Could you set down the lines from the first line of the entries below through the line with "display:flex; flex-direction:column; background:#fff;", exactly and with no pictures?

== Segment start ==

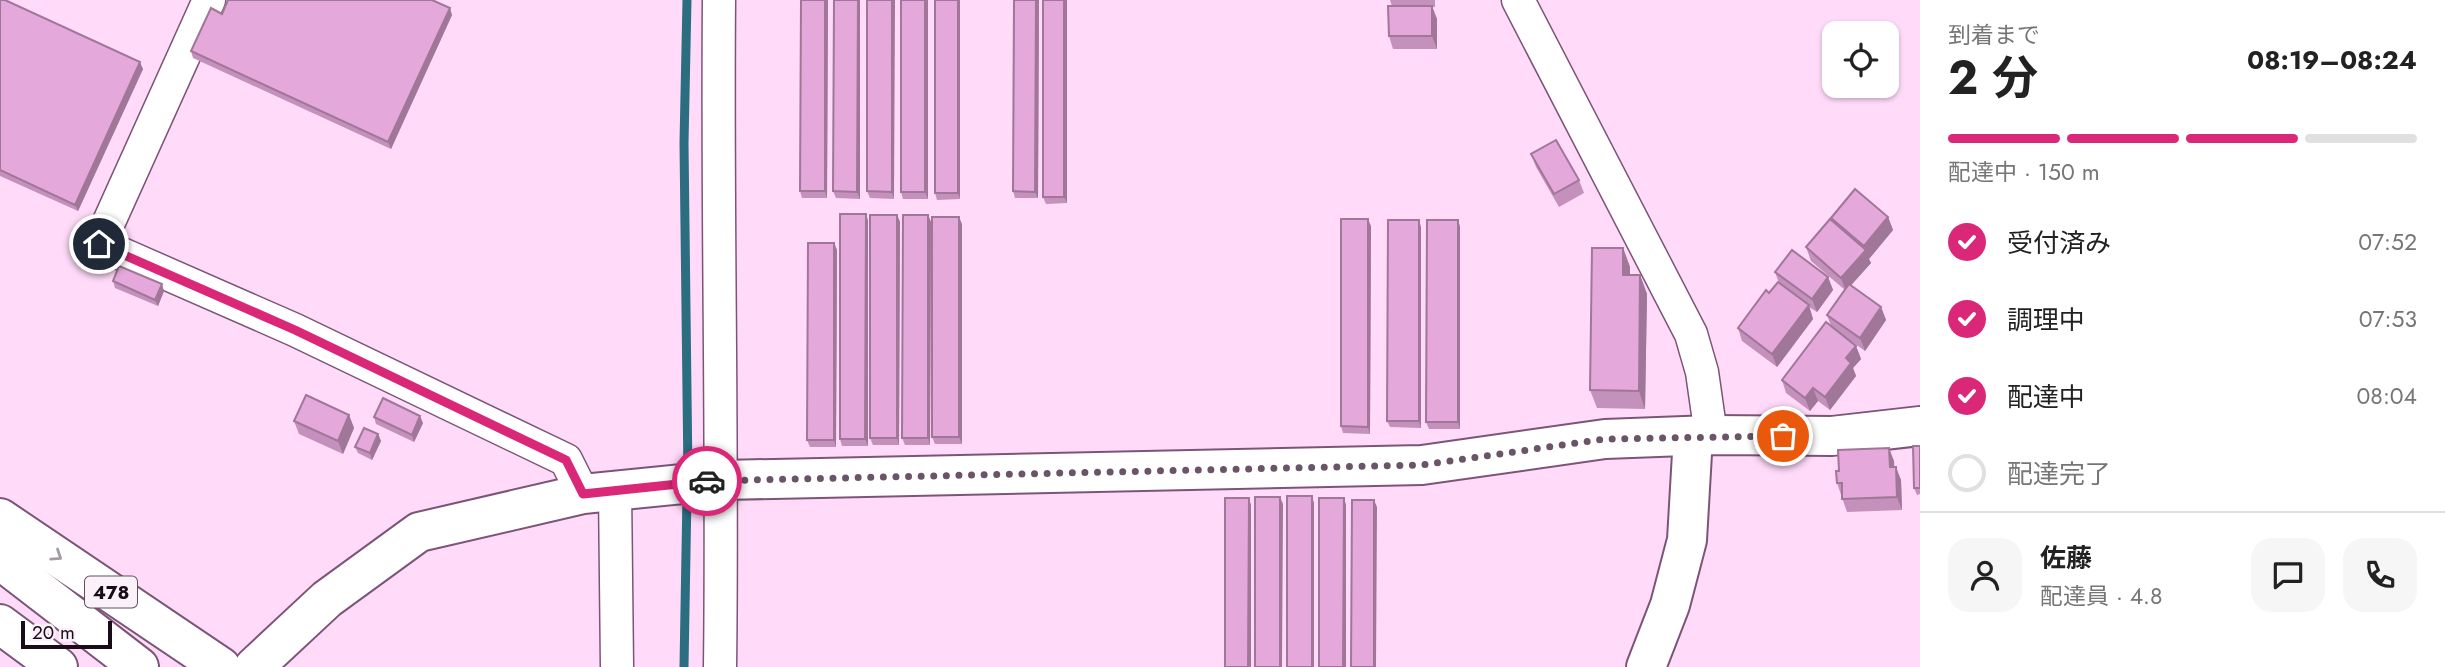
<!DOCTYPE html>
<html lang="ja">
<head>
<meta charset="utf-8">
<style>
	body { margin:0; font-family:Jost,"Noto Sans JP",sans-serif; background:#f6f6f6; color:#222; height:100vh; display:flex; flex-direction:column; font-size:26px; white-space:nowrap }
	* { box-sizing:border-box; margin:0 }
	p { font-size:23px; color:#767676 }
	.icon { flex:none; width:38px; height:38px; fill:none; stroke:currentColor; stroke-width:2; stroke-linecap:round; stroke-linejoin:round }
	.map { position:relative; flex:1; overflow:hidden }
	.details { display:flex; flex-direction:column; background:#fff; width:525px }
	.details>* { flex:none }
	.controls { position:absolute; left:1822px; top:21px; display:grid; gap:14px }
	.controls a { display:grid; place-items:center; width:77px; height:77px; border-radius:14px; background:#fff; box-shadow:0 2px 5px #0004; font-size:35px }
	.scale { position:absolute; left:21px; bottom:18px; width:91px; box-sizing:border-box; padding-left:7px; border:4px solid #1a0b18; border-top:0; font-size:19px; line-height:24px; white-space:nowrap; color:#1a0b18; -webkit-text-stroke:5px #fbf2f9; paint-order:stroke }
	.pin { position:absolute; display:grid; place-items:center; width:60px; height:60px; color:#fff; margin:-30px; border:4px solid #fff; border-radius:50%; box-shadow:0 2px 7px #0007 }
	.courier { position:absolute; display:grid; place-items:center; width:70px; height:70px; margin:-35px; border:5px solid #db2777; border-radius:50%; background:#fff; color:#222; box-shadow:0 2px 9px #0007 }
	.headline em { font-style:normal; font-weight:700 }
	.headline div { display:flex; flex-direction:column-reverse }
	.headline { display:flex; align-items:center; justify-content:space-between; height:119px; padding:0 28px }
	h1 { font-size:46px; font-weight:700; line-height:52px }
	.bar { display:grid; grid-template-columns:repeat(4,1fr); gap:10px 7px; align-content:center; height:84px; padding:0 28px }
	.bar i { height:9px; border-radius:5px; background:#e0e0e0 }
	.bar .active { background:#db2777 }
	.bar p { grid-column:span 4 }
	.line { display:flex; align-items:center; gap:18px; padding:0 28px; border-top:2px solid #e0e0e0 }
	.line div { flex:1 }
	.round { display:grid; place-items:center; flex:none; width:74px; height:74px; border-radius:21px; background:#f6f6f6 }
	ol { padding:0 28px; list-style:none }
	li { display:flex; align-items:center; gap:21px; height:77px }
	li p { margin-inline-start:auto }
	li .icon { padding:7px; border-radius:50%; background:#db2777; color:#fff; stroke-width:4 }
	li:last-child { color:#767676 }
	li i { width:38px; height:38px; border:4px solid #e0e0e0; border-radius:50% }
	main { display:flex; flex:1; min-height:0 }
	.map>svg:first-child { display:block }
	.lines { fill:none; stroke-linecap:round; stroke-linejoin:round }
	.stream { stroke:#2a6e7f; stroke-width:9 }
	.street-casing { stroke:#7c5576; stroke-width:35 }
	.secondary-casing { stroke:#7c5576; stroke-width:42 }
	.highway-casing { stroke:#7c5576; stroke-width:42 }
	.street { stroke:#fff; stroke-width:32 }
	.secondary { stroke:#fff; stroke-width:38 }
	.highway { stroke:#fff; stroke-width:38 }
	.wall { fill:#c490bc }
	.shaded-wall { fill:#a07699 }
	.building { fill:#e4a8db; stroke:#a07699; stroke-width:2 }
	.oneway { stroke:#a39da3 }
	.done { stroke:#6a5467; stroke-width:7; stroke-dasharray:0 12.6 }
	.route { stroke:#db2777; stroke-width:9 }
	.labels { text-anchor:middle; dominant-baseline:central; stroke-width:5; stroke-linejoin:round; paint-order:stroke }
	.shield { fill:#fbf2f9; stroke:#5e505c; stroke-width:2 }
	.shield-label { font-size:19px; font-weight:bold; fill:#1a0b18 }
</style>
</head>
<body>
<main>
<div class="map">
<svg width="1920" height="667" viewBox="0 0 1920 667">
	<rect width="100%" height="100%" fill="#ffdbf9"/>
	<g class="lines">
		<g class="stream">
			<polyline points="687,0 684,143 688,476"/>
			<polyline points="684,667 687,494"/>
		</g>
		<defs>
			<g id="street">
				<polyline points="209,0 99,244 295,330 566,460 583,494"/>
				<path d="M719,0C717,222 723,445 720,667"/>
				<polyline points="1518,0 1691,334 1702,372 1711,435"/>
				<polyline points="615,489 617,667"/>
			</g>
			<g id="secondary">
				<polyline points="254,667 327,599 419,532 583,494 723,480 1422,465 1605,439 1711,435 1832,436 1920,426"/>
				<polyline points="1646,667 1670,605 1687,540 1693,436"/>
			</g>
			<g id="highway">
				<polyline points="0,518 221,667"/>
				<polyline points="0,560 139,667"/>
				<polyline points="0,624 58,667"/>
			</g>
		</defs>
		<use href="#street" class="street-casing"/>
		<use href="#secondary" class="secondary-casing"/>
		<use href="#highway" class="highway-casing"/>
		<use href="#street" class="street"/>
		<use href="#secondary" class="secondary"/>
		<use href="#highway" class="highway"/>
	</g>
	<g class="wall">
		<polygon points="0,0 143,69 78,211 0,176"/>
		<polygon points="801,0 828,0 827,198 802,198 800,191"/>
		<polygon points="834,0 860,0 860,199 836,198 833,191"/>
		<polygon points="867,0 894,199 870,198 867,191"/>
		<polygon points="901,0 928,199 903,199 901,192"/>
		<polygon points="935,0 960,199 937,200 935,193"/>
		<polygon points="1014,0 1039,0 1038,198 1015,198 1013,191"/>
		<polygon points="1043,0 1067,203 1046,204 1043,197"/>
		<polygon points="1390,0 1435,0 1435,7 1432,7 1437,19 1437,49 1393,49 1389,36 1392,6"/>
		<polygon points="222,14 452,15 391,149 193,58 191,51"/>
		<polygon points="1531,154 1579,180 1584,193 1559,207 1536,167"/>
		<polygon points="866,214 868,221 868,446 842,446 840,439"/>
		<polygon points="897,215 900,222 899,445 873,445 870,438"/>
		<polygon points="928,215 931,222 930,445 905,445 902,438"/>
		<polygon points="1888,217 1893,230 1869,259 1871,263 1851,285 1881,307 1886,320 1865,351 1851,341 1856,346 1861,359 1853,368 1856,376 1830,410 1818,401 1810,411 1786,393 1782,380 1831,326 1827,315 1845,290 1811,261 1806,247 1832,221 1831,218"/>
		<polygon points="1458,220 1460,227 1460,429 1429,429 1426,422"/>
		<polygon points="962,224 962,444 935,444 932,437"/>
		<polygon points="1371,226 1370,434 1343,433 1341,426"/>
		<polygon points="1421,227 1421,428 1390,427 1387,421"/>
		<polygon points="834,243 837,250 836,447 810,447 807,440"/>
		<polygon points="1623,248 1630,267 1630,275 1640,275 1647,294 1645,409 1597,408 1590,390"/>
		<polygon points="1775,272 1828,277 1833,290 1817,312 1809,307 1813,319 1777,367 1742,341 1738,328 1779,283"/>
		<polygon points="113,281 164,291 158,306 115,288"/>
		<polygon points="349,415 354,428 343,454 299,434 294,421"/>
		<polygon points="374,417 423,423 414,442 376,424"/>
		<polygon points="378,434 381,441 372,460 358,453 355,447"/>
		<polygon points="1920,446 1920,494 1917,495 1914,488"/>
		<polygon points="1894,461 1894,467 1901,480 1902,510 1847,512 1837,483 1839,471"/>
	</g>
	<g class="shaded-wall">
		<polygon points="825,0 828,0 827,198 825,191"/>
		<polygon points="858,0 860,0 860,199 857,192"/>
		<polygon points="892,0 895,0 894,199 892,192"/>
		<polygon points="925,0 928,0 928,199 925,192"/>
		<polygon points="958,0 960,0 960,199 958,193"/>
		<polygon points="1036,0 1039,0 1038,198 1035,192"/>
		<polygon points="1064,0 1067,0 1067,203 1064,197"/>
		<polygon points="1432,6 1437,19 1437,49 1432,36"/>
		<polygon points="450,8 452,15 391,149 388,142"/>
		<polygon points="140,62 143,69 78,211 75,205"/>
		<polygon points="866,214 868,221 868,446 865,439"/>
		<polygon points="897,215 900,222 899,445 897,438"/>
		<polygon points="928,215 931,222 930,445 928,438"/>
		<polygon points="959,217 962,224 962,444 959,437"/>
		<polygon points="1888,217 1893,230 1869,259 1871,263 1846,291 1841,278 1866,250 1864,246"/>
		<polygon points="1368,219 1371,226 1370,434 1368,427"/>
		<polygon points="1419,220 1421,227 1421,428 1419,421"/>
		<polygon points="1458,220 1460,227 1460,429 1458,422"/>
		<polygon points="834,243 837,250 836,447 834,440"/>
		<polygon points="1623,248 1630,267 1630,293 1623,275"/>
		<polygon points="1640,275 1647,294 1645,409 1639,391"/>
		<polygon points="1828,277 1833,290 1817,312 1812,299"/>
		<polygon points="162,284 164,291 158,306 155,300"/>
		<polygon points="1809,305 1813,319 1777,367 1772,354"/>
		<polygon points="1881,307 1886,320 1865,351 1860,338"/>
		<polygon points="1856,346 1861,359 1853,368 1856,376 1830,410 1825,397 1846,358"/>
		<polygon points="1813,388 1818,401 1810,411 1805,398"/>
		<polygon points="349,415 354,428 343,454 338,441"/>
		<polygon points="420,416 423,423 414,442 412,435"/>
		<polygon points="378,434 381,441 372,460 370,453"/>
		<polygon points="1889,448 1894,461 1895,480 1890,467"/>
		<polygon points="1896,467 1901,480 1902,510 1897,497"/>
		<polygon points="1312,496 1314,503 1314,667 1312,667"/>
		<polygon points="1280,497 1283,504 1282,667 1280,667"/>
		<polygon points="1249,498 1251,505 1251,667 1248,667"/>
		<polygon points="1344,498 1346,505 1346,667 1343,667"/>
		<polygon points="1374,500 1377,507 1376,667 1374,667"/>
	</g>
	<g class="building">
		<polygon points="0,0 5,0 140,62 75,205 0,170"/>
		<polygon points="228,0 432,0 450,8 388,142 191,51 211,8 222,14"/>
		<polygon points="801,0 825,0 825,191 800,191"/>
		<polygon points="834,0 858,0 857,192 833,191"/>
		<polygon points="867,0 892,0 892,192 867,191"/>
		<rect x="901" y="0" width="24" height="192"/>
		<rect x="935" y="0" width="23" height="193"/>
		<polygon points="1014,0 1036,0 1035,192 1013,191"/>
		<rect x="1043" y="0" width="21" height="197"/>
		<polygon points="1388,6 1432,6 1432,36 1389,36"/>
		<polygon points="1556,140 1579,180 1554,194 1531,154"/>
		<polygon points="1855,189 1888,217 1864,246 1831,218"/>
		<polygon points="840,214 866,214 865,439 840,439"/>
		<rect x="870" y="215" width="27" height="223"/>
		<polygon points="903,215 928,215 928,438 902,438"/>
		<rect x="932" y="217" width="27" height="220"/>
		<polygon points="1341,219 1368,219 1368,427 1341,426"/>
		<polygon points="1830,219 1866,250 1841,278 1806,247"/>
		<polygon points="1388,220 1419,220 1419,421 1387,421"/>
		<polygon points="1427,220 1458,220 1458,422 1426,422"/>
		<polygon points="808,243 834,243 834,440 807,440"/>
		<polygon points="1592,248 1623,248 1623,275 1640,275 1639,391 1590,390"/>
		<polygon points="1792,250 1828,277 1812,299 1775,272"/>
		<polygon points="119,266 162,284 155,300 113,281"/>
		<polygon points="1778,282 1809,305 1772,354 1738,328 1766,290 1769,293"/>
		<polygon points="1849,284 1881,307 1860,338 1827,315"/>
		<polygon points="1826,322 1856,346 1846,358 1851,363 1825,397 1813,388 1805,398 1782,380"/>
		<polygon points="306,395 349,415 338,441 294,421"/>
		<polygon points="383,398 420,416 412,435 374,417"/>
		<polygon points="364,428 378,434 370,453 355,447"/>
		<polygon points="1913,446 1920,446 1920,488 1914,488"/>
		<polygon points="1889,448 1890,467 1896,467 1897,497 1842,499 1842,483 1837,483 1836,471 1839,471 1838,450"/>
		<rect x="1287" y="496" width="25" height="171"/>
		<rect x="1255" y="497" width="25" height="170"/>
		<polygon points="1225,498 1249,498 1248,667 1225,667"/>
		<polygon points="1319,498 1344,498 1343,667 1319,667"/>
		<polygon points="1352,500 1374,500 1374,667 1351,667"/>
	</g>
	<defs><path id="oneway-chevron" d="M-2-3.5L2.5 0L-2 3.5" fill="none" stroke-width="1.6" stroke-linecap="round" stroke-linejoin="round" transform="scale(1.75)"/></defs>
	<use class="oneway" href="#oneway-chevron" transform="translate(57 556) rotate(34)"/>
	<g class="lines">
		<polyline class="done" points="707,481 1422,465 1605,439 1783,436"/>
		<polyline class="route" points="99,244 295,330 566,460 583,494 707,481"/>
	</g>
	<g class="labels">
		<rect class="shield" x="85" y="576.5" width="52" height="31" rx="5"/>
		<g class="shield-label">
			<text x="111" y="592">478</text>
		</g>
	</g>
</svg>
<div class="controls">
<a><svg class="icon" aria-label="locate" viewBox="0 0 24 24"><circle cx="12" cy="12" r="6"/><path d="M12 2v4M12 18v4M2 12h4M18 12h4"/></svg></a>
</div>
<div class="scale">20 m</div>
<div class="pin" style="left:1783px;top:436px;background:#ea580c"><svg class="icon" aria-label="bag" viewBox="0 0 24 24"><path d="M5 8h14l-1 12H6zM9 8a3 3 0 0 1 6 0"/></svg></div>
<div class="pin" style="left:99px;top:244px;background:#1f2937"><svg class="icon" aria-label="home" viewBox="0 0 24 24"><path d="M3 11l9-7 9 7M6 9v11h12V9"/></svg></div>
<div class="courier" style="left:707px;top:481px"><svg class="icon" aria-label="car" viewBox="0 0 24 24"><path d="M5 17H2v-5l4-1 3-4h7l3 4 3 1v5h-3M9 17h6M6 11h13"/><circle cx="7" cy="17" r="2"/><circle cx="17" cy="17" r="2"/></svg></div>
</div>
<section class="details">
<div class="headline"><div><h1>2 分</h1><p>到着まで</p></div><em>08:19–08:24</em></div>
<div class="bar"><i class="active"></i><i class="active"></i><i class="active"></i><i></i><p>配達中 · 150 m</p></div>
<ol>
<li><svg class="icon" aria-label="check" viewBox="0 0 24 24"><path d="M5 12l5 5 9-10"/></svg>受付済み<p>07:52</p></li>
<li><svg class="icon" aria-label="check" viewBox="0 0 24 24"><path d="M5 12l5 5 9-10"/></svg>調理中<p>07:53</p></li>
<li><svg class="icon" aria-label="check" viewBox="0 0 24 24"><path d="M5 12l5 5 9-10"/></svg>配達中<p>08:04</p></li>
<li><i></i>配達完了</li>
</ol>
<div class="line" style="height:126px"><a class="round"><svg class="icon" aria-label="person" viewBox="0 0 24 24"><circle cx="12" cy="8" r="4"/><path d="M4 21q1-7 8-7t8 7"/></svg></a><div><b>佐藤</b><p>配達員 · 4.8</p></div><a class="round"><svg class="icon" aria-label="chat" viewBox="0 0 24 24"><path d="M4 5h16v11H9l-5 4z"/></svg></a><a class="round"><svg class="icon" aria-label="phone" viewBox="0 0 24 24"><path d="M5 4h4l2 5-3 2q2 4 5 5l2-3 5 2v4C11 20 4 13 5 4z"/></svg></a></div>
</section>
</main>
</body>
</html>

== Segment end ==

Written answer
<!DOCTYPE html>
<html lang="ja">
<head>
<meta charset="utf-8">
<style>
	body { margin:0; font-family:Jost,"Noto Sans JP",sans-serif; background:#f6f6f6; color:#222; height:100vh; display:flex; flex-direction:column; font-size:26px; white-space:nowrap }
	* { box-sizing:border-box; margin:0 }
	p { font-size:23px; color:#767676 }
	.icon { flex:none; width:38px; height:38px; fill:none; stroke:currentColor; stroke-width:2; stroke-linecap:round; stroke-linejoin:round }
	.map { position:relative; flex:1; overflow:hidden }
	.details { display:flex; flex-direction:column; background:#fff; width:525px }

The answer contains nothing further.